- _PROMPT_:
Below is a block of records. Copy every line in it that contains the word "turn".

Start of THE INPUT

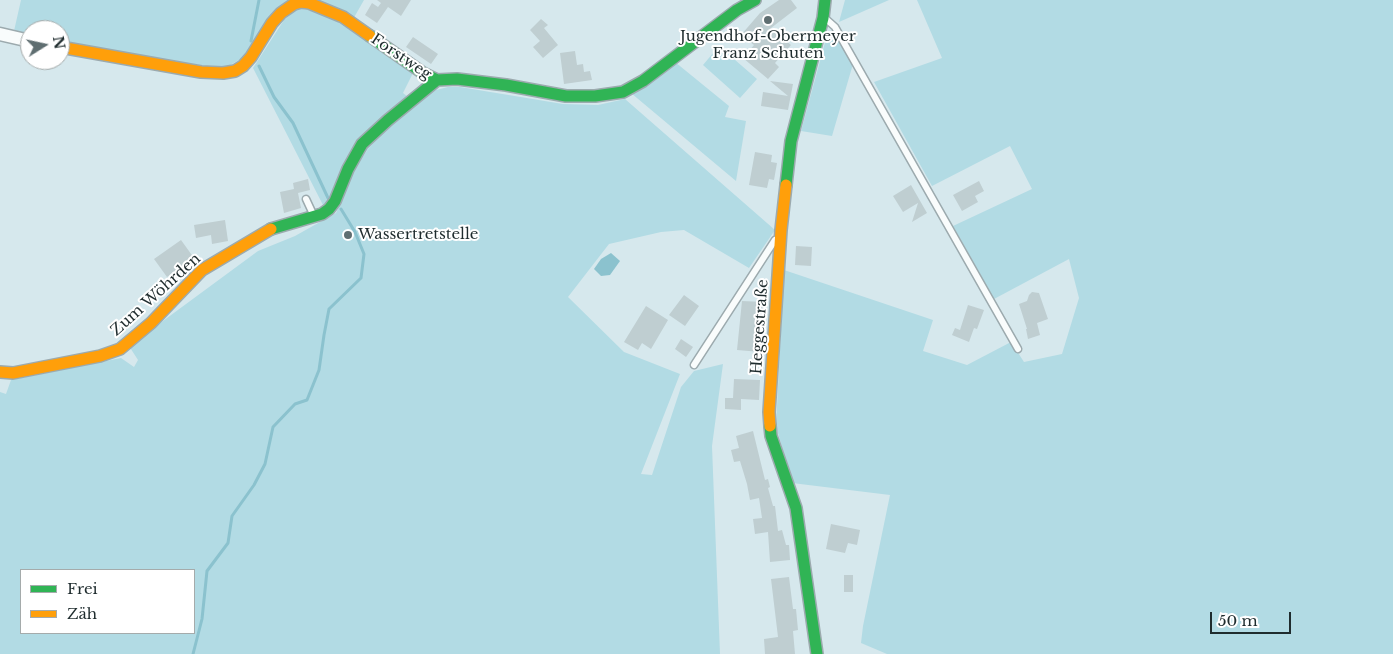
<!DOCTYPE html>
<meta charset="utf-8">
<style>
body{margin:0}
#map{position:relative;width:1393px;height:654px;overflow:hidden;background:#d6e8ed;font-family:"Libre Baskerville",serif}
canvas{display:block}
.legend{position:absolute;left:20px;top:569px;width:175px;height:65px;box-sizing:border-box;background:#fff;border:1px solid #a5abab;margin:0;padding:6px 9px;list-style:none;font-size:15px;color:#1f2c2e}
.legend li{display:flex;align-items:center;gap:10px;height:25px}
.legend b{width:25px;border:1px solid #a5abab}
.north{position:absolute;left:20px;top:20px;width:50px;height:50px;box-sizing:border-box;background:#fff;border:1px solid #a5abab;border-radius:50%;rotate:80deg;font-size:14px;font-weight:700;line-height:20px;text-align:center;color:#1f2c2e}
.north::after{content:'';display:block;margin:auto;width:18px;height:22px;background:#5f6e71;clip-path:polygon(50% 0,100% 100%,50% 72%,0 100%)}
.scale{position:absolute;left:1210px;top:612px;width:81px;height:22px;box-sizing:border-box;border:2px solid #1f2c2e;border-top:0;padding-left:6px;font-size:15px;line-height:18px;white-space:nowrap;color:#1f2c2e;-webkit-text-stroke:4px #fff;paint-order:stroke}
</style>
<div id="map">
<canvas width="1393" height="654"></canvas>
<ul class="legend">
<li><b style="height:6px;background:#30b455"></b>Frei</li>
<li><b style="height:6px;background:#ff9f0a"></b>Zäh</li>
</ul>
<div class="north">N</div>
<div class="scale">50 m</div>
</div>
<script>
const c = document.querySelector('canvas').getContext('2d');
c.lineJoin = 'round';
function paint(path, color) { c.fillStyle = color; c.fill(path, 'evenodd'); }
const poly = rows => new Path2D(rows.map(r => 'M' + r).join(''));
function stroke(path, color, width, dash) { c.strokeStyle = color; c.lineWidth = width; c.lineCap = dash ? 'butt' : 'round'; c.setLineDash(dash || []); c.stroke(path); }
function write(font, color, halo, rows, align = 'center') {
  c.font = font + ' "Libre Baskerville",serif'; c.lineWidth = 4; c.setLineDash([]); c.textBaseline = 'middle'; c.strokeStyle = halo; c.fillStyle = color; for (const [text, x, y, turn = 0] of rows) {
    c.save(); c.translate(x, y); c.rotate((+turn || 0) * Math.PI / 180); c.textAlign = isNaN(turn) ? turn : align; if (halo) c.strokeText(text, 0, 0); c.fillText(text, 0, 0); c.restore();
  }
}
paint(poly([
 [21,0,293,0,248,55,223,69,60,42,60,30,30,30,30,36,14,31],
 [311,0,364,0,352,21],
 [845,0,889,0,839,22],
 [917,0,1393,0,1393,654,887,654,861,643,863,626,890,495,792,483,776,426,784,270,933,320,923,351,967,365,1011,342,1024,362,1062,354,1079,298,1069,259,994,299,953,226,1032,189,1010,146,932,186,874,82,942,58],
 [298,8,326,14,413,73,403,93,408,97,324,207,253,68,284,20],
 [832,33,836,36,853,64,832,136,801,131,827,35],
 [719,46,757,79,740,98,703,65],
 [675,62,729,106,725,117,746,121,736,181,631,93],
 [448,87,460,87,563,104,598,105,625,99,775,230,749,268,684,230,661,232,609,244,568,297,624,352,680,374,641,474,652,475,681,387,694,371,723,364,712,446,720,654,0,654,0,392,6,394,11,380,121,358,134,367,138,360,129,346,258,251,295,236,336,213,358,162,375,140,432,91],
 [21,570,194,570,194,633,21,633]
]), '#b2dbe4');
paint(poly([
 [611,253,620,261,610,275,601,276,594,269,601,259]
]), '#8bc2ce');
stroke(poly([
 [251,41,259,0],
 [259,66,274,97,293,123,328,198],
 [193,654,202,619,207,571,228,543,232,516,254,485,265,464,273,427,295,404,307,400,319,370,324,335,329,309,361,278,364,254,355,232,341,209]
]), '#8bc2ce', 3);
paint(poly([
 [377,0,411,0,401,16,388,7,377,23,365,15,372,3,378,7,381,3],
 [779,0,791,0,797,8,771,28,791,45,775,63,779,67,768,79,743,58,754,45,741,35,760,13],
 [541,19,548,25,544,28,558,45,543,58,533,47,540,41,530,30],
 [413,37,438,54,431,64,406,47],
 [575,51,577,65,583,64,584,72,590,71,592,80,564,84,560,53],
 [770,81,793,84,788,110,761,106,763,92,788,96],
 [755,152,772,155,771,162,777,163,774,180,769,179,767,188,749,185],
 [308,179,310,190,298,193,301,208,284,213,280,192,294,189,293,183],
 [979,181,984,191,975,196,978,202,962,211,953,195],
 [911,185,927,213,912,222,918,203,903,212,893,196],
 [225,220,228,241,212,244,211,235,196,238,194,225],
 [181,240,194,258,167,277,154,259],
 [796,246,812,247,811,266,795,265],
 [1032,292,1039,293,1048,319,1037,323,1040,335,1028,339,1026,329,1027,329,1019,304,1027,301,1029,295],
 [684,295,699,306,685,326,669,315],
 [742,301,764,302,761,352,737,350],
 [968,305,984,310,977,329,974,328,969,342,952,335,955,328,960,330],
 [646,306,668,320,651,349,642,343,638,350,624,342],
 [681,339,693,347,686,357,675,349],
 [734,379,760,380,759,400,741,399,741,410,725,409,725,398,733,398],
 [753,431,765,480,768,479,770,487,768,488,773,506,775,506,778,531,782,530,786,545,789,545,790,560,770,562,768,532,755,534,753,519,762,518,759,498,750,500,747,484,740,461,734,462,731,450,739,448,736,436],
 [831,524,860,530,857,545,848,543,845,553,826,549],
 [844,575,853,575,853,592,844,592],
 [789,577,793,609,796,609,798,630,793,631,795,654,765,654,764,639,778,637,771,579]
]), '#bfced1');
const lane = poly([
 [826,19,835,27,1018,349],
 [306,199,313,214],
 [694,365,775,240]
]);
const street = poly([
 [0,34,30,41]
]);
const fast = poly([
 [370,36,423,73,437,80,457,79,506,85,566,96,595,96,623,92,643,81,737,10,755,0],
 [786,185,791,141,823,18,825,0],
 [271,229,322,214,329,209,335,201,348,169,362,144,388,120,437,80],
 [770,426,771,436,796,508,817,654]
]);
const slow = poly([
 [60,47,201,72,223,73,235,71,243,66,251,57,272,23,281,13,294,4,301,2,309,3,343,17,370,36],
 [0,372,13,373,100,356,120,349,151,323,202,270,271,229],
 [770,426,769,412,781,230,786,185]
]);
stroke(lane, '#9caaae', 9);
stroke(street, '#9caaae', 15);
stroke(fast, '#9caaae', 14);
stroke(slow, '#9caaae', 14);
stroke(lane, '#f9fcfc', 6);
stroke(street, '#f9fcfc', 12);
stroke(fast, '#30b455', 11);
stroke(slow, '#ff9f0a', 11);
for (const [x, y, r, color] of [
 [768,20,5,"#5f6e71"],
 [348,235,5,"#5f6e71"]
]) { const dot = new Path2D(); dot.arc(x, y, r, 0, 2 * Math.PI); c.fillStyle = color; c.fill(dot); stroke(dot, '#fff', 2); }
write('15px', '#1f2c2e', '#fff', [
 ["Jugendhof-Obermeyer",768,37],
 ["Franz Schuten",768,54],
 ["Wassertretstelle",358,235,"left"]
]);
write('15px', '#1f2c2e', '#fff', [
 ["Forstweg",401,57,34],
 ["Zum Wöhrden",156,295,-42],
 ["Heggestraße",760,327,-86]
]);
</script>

End of THE INPUT

- _RESULT_:
  c.font = font + ' "Libre Baskerville",serif'; c.lineWidth = 4; c.setLineDash([]); c.textBaseline = 'middle'; c.strokeStyle = halo; c.fillStyle = color; for (const [text, x, y, turn = 0] of rows) {
    c.save(); c.translate(x, y); c.rotate((+turn || 0) * Math.PI / 180); c.textAlign = isNaN(turn) ? turn : align; if (halo) c.strokeText(text, 0, 0); c.fillText(text, 0, 0); c.restore();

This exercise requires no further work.